* What to work on
Check each line of the data below for the string "solid". Then give the number of lines that have it, without anything else.

* Supplied data
☆ ☆ ☆ ☆ ☆ ☆ ☆

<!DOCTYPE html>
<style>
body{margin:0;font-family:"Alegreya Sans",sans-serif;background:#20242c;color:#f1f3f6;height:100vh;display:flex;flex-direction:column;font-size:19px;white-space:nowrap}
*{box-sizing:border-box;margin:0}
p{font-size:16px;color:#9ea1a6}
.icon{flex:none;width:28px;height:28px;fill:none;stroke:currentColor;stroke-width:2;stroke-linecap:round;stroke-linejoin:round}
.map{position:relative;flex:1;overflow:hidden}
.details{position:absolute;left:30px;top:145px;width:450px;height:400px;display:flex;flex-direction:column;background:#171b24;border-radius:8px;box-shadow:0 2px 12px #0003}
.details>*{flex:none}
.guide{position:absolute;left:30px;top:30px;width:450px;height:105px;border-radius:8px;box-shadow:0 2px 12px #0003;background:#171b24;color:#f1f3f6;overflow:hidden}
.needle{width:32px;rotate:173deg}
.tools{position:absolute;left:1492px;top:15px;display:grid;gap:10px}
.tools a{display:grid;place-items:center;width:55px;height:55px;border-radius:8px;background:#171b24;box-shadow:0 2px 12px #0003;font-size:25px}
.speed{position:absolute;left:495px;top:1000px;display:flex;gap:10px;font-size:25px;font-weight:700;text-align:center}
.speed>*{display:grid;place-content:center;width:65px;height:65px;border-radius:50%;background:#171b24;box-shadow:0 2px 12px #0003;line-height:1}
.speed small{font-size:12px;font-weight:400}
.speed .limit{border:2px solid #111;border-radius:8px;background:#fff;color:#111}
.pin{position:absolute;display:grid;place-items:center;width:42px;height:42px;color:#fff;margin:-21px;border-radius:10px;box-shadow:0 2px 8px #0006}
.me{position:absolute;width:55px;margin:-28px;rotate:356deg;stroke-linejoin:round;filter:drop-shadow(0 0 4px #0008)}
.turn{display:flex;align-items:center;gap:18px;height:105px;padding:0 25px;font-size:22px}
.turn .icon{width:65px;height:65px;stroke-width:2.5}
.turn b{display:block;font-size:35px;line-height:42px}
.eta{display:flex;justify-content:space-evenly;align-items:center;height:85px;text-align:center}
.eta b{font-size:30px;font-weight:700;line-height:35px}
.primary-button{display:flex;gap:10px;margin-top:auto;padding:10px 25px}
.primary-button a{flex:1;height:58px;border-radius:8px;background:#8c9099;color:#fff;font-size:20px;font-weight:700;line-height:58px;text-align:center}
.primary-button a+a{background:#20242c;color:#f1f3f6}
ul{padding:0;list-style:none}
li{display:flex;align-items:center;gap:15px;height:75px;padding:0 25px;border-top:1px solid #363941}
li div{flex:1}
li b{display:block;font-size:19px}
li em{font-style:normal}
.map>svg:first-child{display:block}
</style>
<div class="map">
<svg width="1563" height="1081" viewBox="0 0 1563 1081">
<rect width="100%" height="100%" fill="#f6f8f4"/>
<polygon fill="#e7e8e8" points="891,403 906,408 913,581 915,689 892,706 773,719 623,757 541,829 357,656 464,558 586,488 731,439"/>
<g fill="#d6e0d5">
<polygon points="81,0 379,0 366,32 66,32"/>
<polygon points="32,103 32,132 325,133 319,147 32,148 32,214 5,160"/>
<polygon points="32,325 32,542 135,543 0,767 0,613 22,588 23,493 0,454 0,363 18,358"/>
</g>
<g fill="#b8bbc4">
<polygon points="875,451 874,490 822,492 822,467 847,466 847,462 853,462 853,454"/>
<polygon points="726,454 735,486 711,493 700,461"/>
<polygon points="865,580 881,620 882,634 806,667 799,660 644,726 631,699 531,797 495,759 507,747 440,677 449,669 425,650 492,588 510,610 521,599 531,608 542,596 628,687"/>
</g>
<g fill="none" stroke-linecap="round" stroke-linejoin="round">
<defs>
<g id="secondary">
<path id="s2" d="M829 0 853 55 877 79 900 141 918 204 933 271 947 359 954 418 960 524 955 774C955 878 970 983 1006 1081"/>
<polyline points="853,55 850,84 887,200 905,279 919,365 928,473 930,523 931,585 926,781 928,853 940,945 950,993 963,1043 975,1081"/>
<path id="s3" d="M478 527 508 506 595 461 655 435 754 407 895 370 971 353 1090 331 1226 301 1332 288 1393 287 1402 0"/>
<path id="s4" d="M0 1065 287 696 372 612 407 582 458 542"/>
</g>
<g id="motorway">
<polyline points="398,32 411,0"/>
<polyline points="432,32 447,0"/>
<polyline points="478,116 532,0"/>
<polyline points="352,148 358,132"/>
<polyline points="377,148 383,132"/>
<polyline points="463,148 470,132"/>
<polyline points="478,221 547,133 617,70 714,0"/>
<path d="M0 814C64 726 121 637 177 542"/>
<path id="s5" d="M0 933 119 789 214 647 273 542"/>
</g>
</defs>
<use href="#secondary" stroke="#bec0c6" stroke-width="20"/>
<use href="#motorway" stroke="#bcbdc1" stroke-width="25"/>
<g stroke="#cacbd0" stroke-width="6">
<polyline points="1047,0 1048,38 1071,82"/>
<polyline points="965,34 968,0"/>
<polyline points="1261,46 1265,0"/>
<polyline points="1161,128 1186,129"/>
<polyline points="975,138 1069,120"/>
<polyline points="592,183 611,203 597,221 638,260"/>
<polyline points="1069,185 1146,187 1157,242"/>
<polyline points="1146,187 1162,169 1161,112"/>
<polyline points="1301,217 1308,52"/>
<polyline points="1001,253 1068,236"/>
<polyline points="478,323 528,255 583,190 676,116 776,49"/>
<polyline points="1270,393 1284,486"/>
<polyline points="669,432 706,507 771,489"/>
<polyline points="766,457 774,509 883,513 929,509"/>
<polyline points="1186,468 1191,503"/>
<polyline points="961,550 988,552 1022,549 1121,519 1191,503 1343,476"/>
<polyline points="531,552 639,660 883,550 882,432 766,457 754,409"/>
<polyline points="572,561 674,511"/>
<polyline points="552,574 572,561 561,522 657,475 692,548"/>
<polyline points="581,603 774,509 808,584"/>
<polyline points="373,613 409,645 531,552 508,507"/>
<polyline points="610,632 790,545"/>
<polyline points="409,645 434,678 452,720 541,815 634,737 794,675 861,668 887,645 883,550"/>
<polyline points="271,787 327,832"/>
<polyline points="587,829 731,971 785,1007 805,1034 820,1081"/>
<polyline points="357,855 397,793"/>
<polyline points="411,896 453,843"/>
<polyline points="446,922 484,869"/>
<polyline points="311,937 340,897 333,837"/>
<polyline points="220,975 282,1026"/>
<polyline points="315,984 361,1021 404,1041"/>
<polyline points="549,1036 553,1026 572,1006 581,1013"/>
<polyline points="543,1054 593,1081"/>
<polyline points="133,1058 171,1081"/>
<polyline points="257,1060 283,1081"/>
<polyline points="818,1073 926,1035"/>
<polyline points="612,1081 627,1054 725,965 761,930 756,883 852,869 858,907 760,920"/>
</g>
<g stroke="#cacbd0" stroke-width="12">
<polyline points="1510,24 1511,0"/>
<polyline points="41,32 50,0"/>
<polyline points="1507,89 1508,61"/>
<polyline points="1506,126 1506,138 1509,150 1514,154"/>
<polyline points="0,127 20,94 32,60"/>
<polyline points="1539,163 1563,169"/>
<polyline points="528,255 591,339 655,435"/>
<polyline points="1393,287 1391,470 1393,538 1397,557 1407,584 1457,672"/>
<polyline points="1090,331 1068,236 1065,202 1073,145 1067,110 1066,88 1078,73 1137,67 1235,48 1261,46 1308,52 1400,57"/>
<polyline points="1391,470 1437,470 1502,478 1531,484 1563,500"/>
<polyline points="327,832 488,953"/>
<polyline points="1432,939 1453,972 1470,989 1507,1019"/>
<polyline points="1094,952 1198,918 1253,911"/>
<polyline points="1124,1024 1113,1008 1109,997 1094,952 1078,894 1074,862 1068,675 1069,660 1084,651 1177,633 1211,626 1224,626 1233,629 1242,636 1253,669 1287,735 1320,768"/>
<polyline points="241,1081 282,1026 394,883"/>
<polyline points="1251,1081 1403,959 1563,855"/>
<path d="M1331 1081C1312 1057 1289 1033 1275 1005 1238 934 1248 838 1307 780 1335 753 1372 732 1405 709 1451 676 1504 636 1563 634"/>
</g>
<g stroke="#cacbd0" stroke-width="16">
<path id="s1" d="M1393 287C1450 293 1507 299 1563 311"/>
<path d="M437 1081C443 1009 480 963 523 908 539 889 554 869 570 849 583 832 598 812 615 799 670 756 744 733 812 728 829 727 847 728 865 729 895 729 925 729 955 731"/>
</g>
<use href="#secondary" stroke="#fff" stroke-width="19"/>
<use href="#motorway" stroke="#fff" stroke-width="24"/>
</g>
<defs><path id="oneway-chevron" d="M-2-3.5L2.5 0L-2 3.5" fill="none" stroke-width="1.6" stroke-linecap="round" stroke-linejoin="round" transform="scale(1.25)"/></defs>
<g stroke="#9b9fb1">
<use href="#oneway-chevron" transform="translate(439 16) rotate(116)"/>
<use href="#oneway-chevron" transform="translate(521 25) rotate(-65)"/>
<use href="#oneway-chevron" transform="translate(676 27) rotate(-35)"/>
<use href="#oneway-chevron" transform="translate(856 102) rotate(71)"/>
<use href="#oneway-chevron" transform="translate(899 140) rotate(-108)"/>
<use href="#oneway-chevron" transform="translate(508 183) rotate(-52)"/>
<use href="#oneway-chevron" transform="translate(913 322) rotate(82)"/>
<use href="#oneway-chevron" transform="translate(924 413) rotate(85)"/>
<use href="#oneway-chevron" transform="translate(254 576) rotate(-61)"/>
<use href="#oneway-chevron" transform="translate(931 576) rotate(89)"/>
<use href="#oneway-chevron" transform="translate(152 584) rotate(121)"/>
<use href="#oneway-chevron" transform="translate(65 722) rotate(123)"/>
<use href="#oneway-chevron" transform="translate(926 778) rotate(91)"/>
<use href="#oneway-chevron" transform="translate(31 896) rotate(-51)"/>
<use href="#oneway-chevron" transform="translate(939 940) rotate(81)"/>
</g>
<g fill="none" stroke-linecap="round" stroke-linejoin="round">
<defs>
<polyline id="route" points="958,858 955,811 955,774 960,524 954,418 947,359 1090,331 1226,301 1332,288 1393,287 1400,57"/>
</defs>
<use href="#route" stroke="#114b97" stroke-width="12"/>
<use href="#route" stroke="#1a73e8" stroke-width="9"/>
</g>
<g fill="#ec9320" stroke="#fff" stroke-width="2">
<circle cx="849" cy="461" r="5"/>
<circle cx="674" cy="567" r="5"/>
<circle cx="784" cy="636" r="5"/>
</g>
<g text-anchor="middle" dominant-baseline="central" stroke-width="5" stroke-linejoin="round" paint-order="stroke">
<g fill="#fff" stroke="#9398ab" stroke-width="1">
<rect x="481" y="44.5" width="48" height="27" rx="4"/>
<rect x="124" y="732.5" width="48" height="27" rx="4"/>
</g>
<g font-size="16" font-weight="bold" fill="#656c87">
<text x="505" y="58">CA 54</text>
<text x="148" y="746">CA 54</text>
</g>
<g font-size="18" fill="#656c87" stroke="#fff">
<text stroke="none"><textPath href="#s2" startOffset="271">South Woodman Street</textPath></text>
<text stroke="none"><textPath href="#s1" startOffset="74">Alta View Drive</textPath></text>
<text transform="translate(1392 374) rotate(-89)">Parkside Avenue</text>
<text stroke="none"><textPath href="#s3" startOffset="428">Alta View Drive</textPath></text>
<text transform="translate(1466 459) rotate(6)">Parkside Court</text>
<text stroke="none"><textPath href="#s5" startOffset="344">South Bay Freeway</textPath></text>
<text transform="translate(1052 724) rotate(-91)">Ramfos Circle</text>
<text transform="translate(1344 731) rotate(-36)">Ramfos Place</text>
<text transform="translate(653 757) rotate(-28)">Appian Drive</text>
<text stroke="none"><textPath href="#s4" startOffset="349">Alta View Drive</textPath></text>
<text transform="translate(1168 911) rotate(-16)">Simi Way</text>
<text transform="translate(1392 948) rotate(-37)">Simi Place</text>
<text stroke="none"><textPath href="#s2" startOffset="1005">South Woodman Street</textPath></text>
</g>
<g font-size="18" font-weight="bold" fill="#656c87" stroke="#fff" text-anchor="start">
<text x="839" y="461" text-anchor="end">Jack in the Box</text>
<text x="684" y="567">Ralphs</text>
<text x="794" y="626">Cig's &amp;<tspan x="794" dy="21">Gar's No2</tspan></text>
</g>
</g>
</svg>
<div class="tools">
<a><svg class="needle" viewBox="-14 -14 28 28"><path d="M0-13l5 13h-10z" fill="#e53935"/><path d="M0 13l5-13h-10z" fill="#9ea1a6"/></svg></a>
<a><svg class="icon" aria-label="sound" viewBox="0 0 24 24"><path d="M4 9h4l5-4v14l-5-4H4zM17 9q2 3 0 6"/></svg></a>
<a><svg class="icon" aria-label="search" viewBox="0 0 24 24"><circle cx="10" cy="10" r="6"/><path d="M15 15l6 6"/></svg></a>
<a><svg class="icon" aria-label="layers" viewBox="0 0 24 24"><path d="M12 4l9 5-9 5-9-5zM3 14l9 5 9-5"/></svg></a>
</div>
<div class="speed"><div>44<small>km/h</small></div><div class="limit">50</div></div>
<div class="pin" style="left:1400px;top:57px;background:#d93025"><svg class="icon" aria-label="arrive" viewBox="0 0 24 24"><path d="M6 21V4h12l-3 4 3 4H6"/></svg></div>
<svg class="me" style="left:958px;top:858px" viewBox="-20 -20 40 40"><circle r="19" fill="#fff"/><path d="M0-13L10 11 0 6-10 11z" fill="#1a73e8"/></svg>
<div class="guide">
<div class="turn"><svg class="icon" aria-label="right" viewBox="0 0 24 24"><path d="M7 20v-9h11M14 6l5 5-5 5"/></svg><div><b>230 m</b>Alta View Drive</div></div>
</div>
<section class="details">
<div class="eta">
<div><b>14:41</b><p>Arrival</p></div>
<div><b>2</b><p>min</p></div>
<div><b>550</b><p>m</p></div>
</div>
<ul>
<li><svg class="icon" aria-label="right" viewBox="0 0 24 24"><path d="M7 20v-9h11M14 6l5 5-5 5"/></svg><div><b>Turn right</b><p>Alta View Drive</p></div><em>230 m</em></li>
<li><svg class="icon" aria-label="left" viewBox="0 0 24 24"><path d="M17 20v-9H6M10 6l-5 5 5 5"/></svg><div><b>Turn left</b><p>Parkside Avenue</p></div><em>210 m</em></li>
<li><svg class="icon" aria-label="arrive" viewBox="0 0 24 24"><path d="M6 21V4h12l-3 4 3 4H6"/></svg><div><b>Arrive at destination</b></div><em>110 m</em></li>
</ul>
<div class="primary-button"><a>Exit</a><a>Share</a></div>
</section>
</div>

☆ ☆ ☆ ☆ ☆ ☆ ☆

* Solution to the exercise
2